New Federal Judiciary Rule Will Limit ‘Forum Shopping’ by Plaintiffs

When anti-abortion activists sued the Food and Drug Administration in 2022 seeking to overturn the approval of the abortion drug mifepristone, they filed their suit in the federal court in Amarillo, Texas, where it was all but assured that the case would be heard by Judge Matthew J. Kacsmaryk, an outspoken opponent of abortion.

Judge Kacsmaryk, the sole federal judge in Amarillo, wound up agreeing with the plaintiffs that the drug was “unsafe.” In his ruling, he invalidated the F.D.A.’s 23-year-old approval of the drug and opened a new front in the post-Dobbs reckoning over abortion rights.

The suit — and the role of Judge Kacsmaryk, who handles 95 percent of the Amarillo civil caseload — was one of the most striking recent examples of “forum shopping,” where plaintiffs to try to cherry-pick sympathetic judges.

Now, forum shopping is about to get harder.

The panel of federal judges who set policy for the rest of federal judiciary on Tuesday announced a new rule intended to curb the practice in civil cases with nationwide implications, like the mifepristone suit.

In such cases, where plaintiffs are seeking a sweeping remedy, like a nationwide injunction, the judge will be assigned at random from across the district instead of defaulting to the judge or judges in a particular courthouse.

Forum shopping has been used for years by litigants from across the political spectrum who file suit in districts and appellate circuits where they believe the pool of judges will play to their advantage.

In challenging federal immigration policies, advocates for immigrants have often sought out federal courts in California, reasoning that in a more liberal state, there’s a better chance of the case being assigned to a judge who is sympathetic to arguments against the government.

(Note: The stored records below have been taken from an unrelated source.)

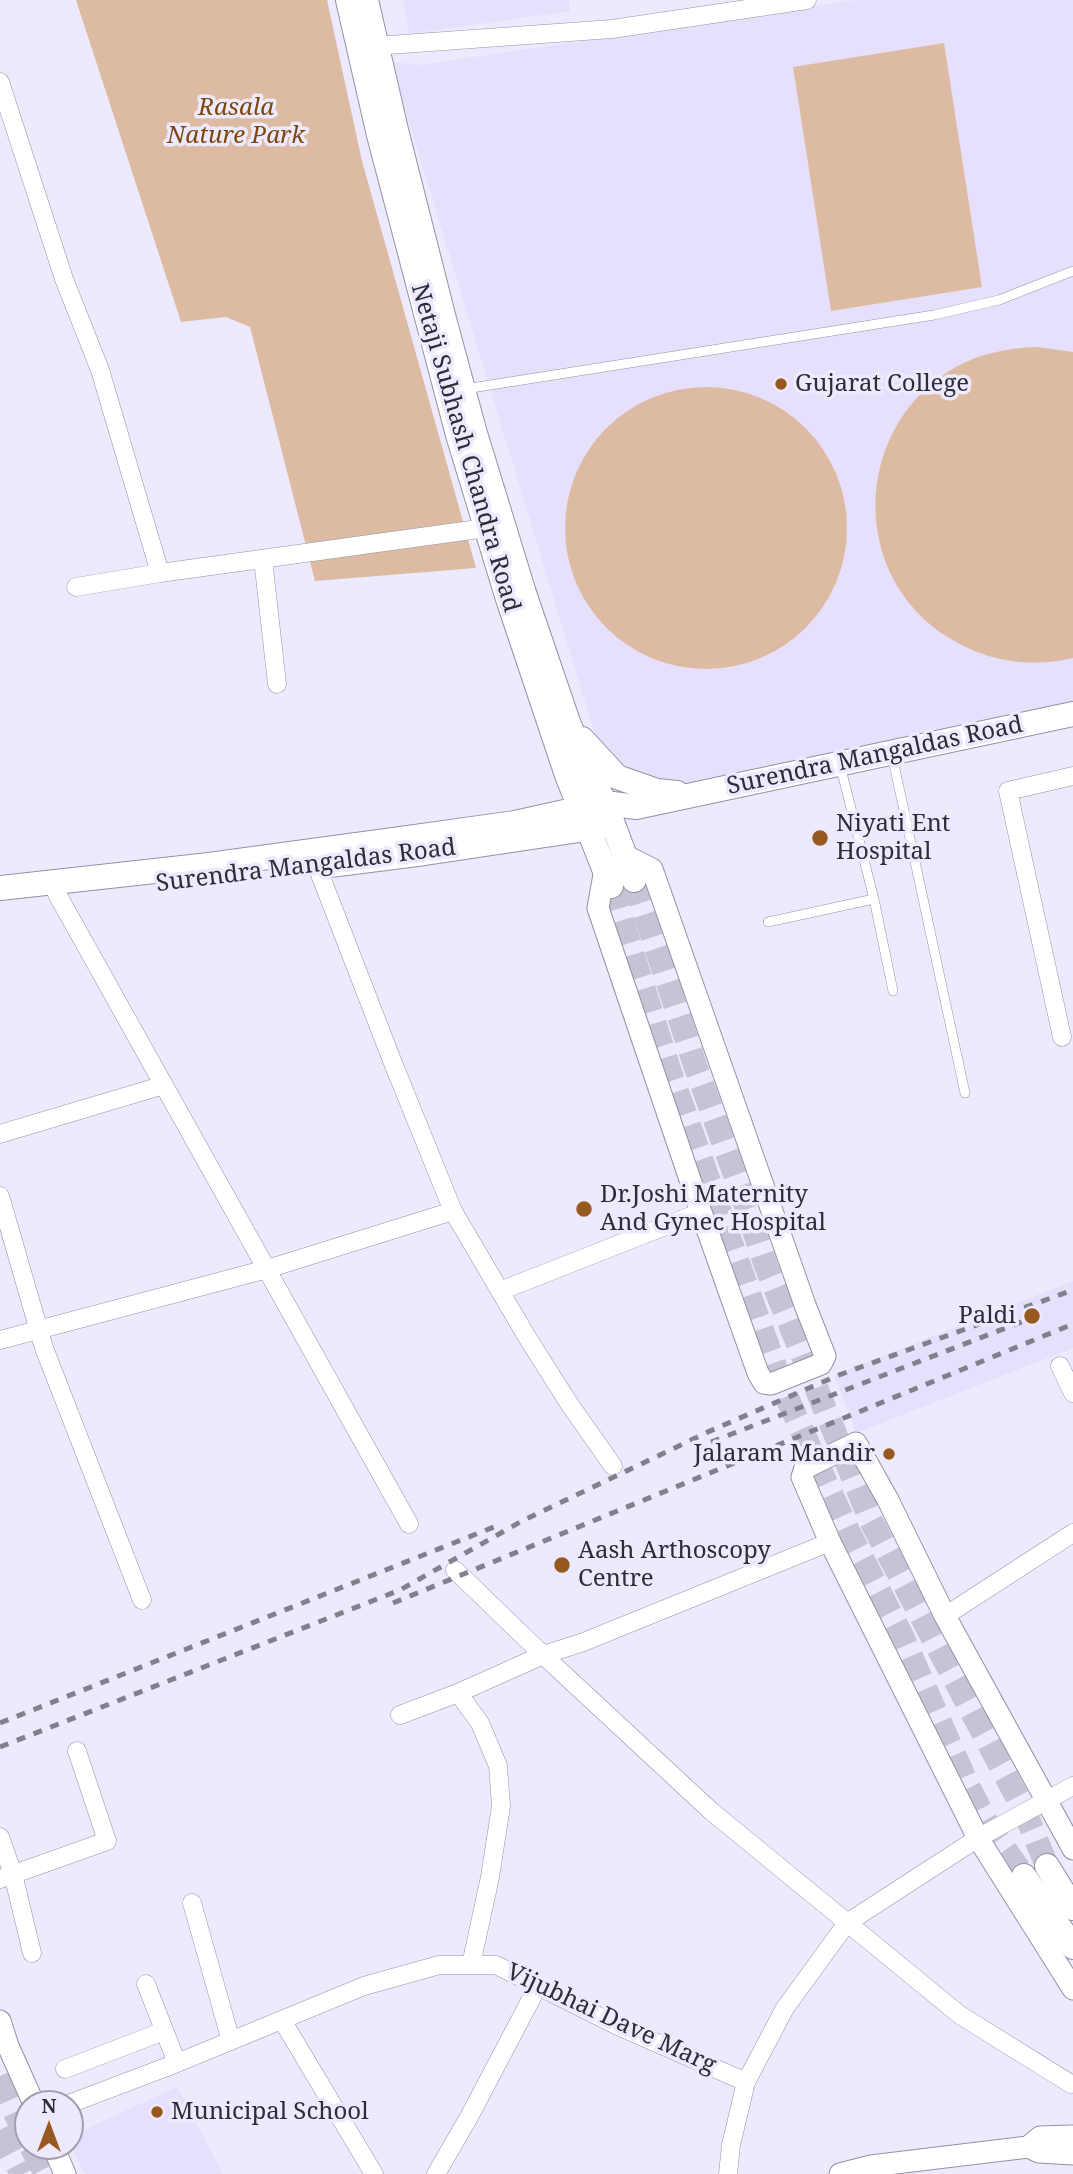 <!DOCTYPE html>
<html>
<head>
<meta charset="utf-8">
<style>
  body { margin:0 }
  #map { position:relative; width:1073px; height:2174px; overflow:hidden; background:#ede9fe; font-family:"Noto Serif",serif }
  canvas { display:block }
  .north { position:absolute; left:14px; top:2090px; width:70px; height:70px; box-sizing:border-box; background:#ede9fe; border:2px solid #a19dad; border-radius:50%; rotate:0deg; font-size:19px; font-weight:700; line-height:28px; text-align:center; color:#2e2c34 }
  .north::after { content:''; display:block; margin:auto; width:24px; height:32px; background:#985920; clip-path:polygon(50% 0,100% 100%,50% 72%,0 100%) }
</style>
</head>
<body>
<div id="map">
<canvas width="1073" height="2174"></canvas>
<div class="north">N</div>
</div>
<script>
const g = document.querySelector('canvas').getContext('2d');
g.lineJoin = 'round';
function fillPath(path, color) {
  g.fillStyle = color;
  g.fill(path, 'evenodd');
}
function strokePath(path, color, width, dash) {
  g.strokeStyle = color;
  g.lineWidth = width;
  g.lineCap = dash ? 'butt' : 'round';
  g.setLineDash(dash || []);
  g.stroke(path);
}
function label(font, color, halo, rows, align = 'center') {
  g.font = font + ' "Noto Serif",serif';
  g.lineWidth = 7;
  g.setLineDash([]);
  g.textBaseline = 'middle';
  g.strokeStyle = halo;
  g.fillStyle = color;
  for (const [text, x, y, turn = 0] of rows) {
    g.save();
    g.translate(x, y);
    g.rotate((+turn || 0) * Math.PI / 180);
    g.textAlign = isNaN(turn) ? turn : align;
    if (halo) g.strokeText(text, 0, 0);
    g.fillText(text, 0, 0);
    g.restore();
  }
}
const built = new Path2D(`
  M403,0H569L570,11L409,34Z
  M857,0H1073V703L620,798L610,784L391,62L420,65Z
  M1073,1281V1348L856,1433L834,1375Z
  M177,2087L223,2174H85L70,2144V2136Z`);
const green = new Path2D(`
  M76,0H327L362,161L476,568L315,581L250,327L226,317L181,322Z
  M944,43L982,287L831,311L793,67Z
  M1038,347L1073,352V658C1035,667 995,663 960,644C848,587 848,428 956,367C981,353 1009,348 1038,347Z
  M565 528a141 141 0 1 1 282 0a141 141 0 1 1-282 0Z`);
const secondaryTunnel = new Path2D(`
  M634,880L695,1065L741,1191L766,1266L871,1521L1025,1812L1047,1866
  M611,886L670,1072L783,1389L848,1531L902,1636L969,1788L989,1827L1024,1876`);
const primaryTunnel = new Path2D(`
  M0,2076L28,2139
  M0,2130L23,2174
  M32,2146L47,2174`);
const service = new Path2D(`
  M465,389L934,315L999,300L1073,271
  M892,755L965,1093
  M874,899L893,991
  M768,922L874,899L840,765`);
const minor = new Path2D(`
  M375,46L612,29L807,0
  M0,82L64,279L100,370L160,573L486,528
  M263,559L277,684
  M76,587L160,573
  M311,851L393,1063L453,1211L527,1337L570,1405L613,1466
  M57,894L409,1524
  M1062,1037L1008,791L1073,776
  M0,1134L164,1085
  M0,1196L44,1348L142,1600
  M500,1291L701,1212
  M0,1340L267,1269L453,1211
  M1060,1366L1073,1393
  M455,1570L543,1655L581,1643L830,1542
  M945,1616L1073,1533
  M400,1715L458,1693
  M0,1837L13,1874L32,1953
  M0,1879L107,1841L77,1751
  M192,1903L231,2041
  M471,1965L490,1877L501,1806L498,1766L480,1723L458,1693L543,1655L711,1811L960,2015L1071,2084
  M146,1984L177,2063
  M282,2020L374,2174
  M65,2069L164,2031
  M746,2082L785,2008L847,1923L978,1838L1073,1786
  M69,2104L177,2063L364,1986L439,1965H496L618,2026L746,2082L731,2145L728,2174
  M436,2174L469,2117L538,1986`);
const tertiary = new Path2D(`
  M605,869L598,908L701,1212L758,1373L764,1383L771,1384L821,1364L825,1356L805,1305L652,869L626,856
  M1073,1849L945,1616L888,1500L856,1443L805,1468L802,1477L830,1542L978,1838L1073,1989
  M0,2021L8,2046L34,2104
  M53,2146L65,2174
  M1028,2147L1040,2137L1073,2136
  M840,2174L871,2166L1028,2147L1039,2152L1073,2154`);
const secondary = new Path2D(`
  M348,0L379,135L458,435L508,599L567,775L611,886
  M366,0L396,130L445,323L474,430L524,593L568,722L588,771L605,803L634,880
  M582,739L617,777L657,791L677,793
  M330,865L425,853L606,826
  M0,888L209,865L401,839L515,823L605,803L636,807L1073,714
  M1047,1866L1073,1908
  M1024,1876L1073,1947`);
const rail = new Path2D(`
  M711,1442L1034,1317
  M393,1603L1073,1324
  M0,1723L499,1525
  M0,1747L400,1590L522,1521L710,1431L839,1375L1073,1290`);
const markers = [
  [781,384,7,"#985920"],
  [820,838,9,"#985920"],
  [584,1209,9,"#985920"],
  [1032,1316,9,"#985920"],
  [889,1454,7,"#985920"],
  [562,1565,9,"#985920"],
  [157,2112,7,"#985920"]
];
const parkNames = [
  ["Rasala",236,108],
  ["Nature Park",236,136]
];
const poiNames = [
  ["Gujarat College",795,384],
  ["Niyati Ent",836,824],
  ["Hospital",836,852],
  ["Dr.Joshi Maternity",600,1195],
  ["And Gynec Hospital",600,1223],
  ["Paldi",1016,1316,"right"],
  ["Jalaram Mandir",875,1454,"right"],
  ["Aash Arthoscopy",578,1551],
  ["Centre",578,1579],
  ["Municipal School",171,2112]
];
const streetNames = [
  ["Netaji Subhash Chandra Road",465,448,74],
  ["Surendra Mangaldas Road",875,756,-12],
  ["Surendra Mangaldas Road",306,866,-7],
  ["Vijubhai Dave Marg",611,2019,25]
];
fillPath(built, '#e6e0fd');
fillPath(green, '#ddbba2');
strokePath(secondaryTunnel, '#c7c3d6', 24, [24, 12]);
strokePath(primaryTunnel, '#c7c3d6', 26, [26, 13]);
strokePath(service, '#9591a4', 10);
strokePath(minor, '#9591a4', 19);
strokePath(tertiary, '#9591a4', 23);
strokePath(secondary, '#9591a4', 26);
strokePath(service, '#fff', 9);
strokePath(minor, '#fff', 18);
strokePath(tertiary, '#fff', 21);
strokePath(secondary, '#fff', 24);
strokePath(rail, '#83808e', 5, [9, 9]);
for (const [x, y, r, color] of markers) {
  const dot = new Path2D();
  dot.arc(x, y, r, 0, 2 * Math.PI);
  g.fillStyle = color;
  g.fill(dot);
  strokePath(dot, '#ede9fe', 2.5);
}
label('italic 24px', '#7f460b', '#ede9fe', parkNames);
label('24px', '#2e2c34', '#ede9fe', poiNames, 'left');
label('24px', '#2e2c34', '#ede9fe', streetNames);
</script>
</body>
</html>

In some cases filed by conservatives, such as the mifepristone challenge, plaintiffs have sought to take forum shopping even further, aiming to have cases assigned to a specific judge they think will take a favorable view of their arguments.

While some of the country’s 94 federal district courts already assign cases randomly, most sort them into “divisions,” judicial subdistricts that funnel cases down to smaller groups of judges. In at least 90 of those divisions, a single judge handled more than half the caseload, according to a 2018 article in the Columbia Human Rights Law Review. Eleven of those, according to the article, are in Texas, where conservatives have won nationwide injunctions against immigration programs, transgender rights and labor policies from the Obama era. The rulings have then been mostly upheld by the conservative U.S. Court of Appeals for the Fifth Circuit. Judge Kacsmaryk’s ruling, which was upheld in part by the Fifth Circuit, is on hold while it awaits review by the Supreme Court.

The effort to address forum shopping comes as the federal judiciary faces mounting pressure to reform itself. After revelations that Supreme Court Justice Clarence Thomas had failed to disclose lavish gifts and a forgiven loan on his annual financial disclosures, the Judicial Conference tightened the requirements for reporting free travel and gifts, and the Supreme Court adopted a new code of conduct. Critics have said that these self-imposed measures don’t go far enough to ensure compliance.

Judge Robert J. Conrad Jr., head of the federal courts’ Administrative Office, said the new forum-shopping rollback “promotes the impartiality of proceedings and bolsters public confidence in the federal judiciary.” While the new policy takes effect immediately, how and when to put it into practice will be left to the district courts, said Judge Jeffrey Sutton, who chairs the Judicial Conference’s executive committee.

Critics of forum shopping tend to focus on high-stakes political issues, but the practice has far-reaching implications for more arcane areas of the law as well. In a 2021 letter to Supreme Court Chief Justice John Roberts, two U.S. senators raised concerns about a report that a single judge from the Western District of Texas was hearing 25 percent of patent cases nationwide. The senators claimed the judge, Alan D. Albright, was soliciting cases from potential plaintiffs and called the practice “unseemly and inappropriate.”

In his 2021 year-end report, Justice Roberts wrote that geographic divisions were beneficial insofar as federal judges were “tied to their communities” but that they should also be “generalists capable of handling the full range of legal issues.” Judge Albright did not respond to a request for comment sent to his courtroom aide on Tuesday.

In the days after the Texas mifepristone ruling, two Democrats in Congress introduced a bill that would have mandated random case assignments and restored a practice that was put in place between 1937 and 1976, in which any lawsuit challenging the constitutionality of a state or federal law was heard by a three-judge panel.

Senator Ron Wyden of Oregon, the bill’s Senate sponsor, also called on the Judicial Conference to make that change. “No single judge should have the power to make sweeping decisions that could harm millions of Americans,” he said. “If a decision will have national consequences, it should be heard by a panel of judges.”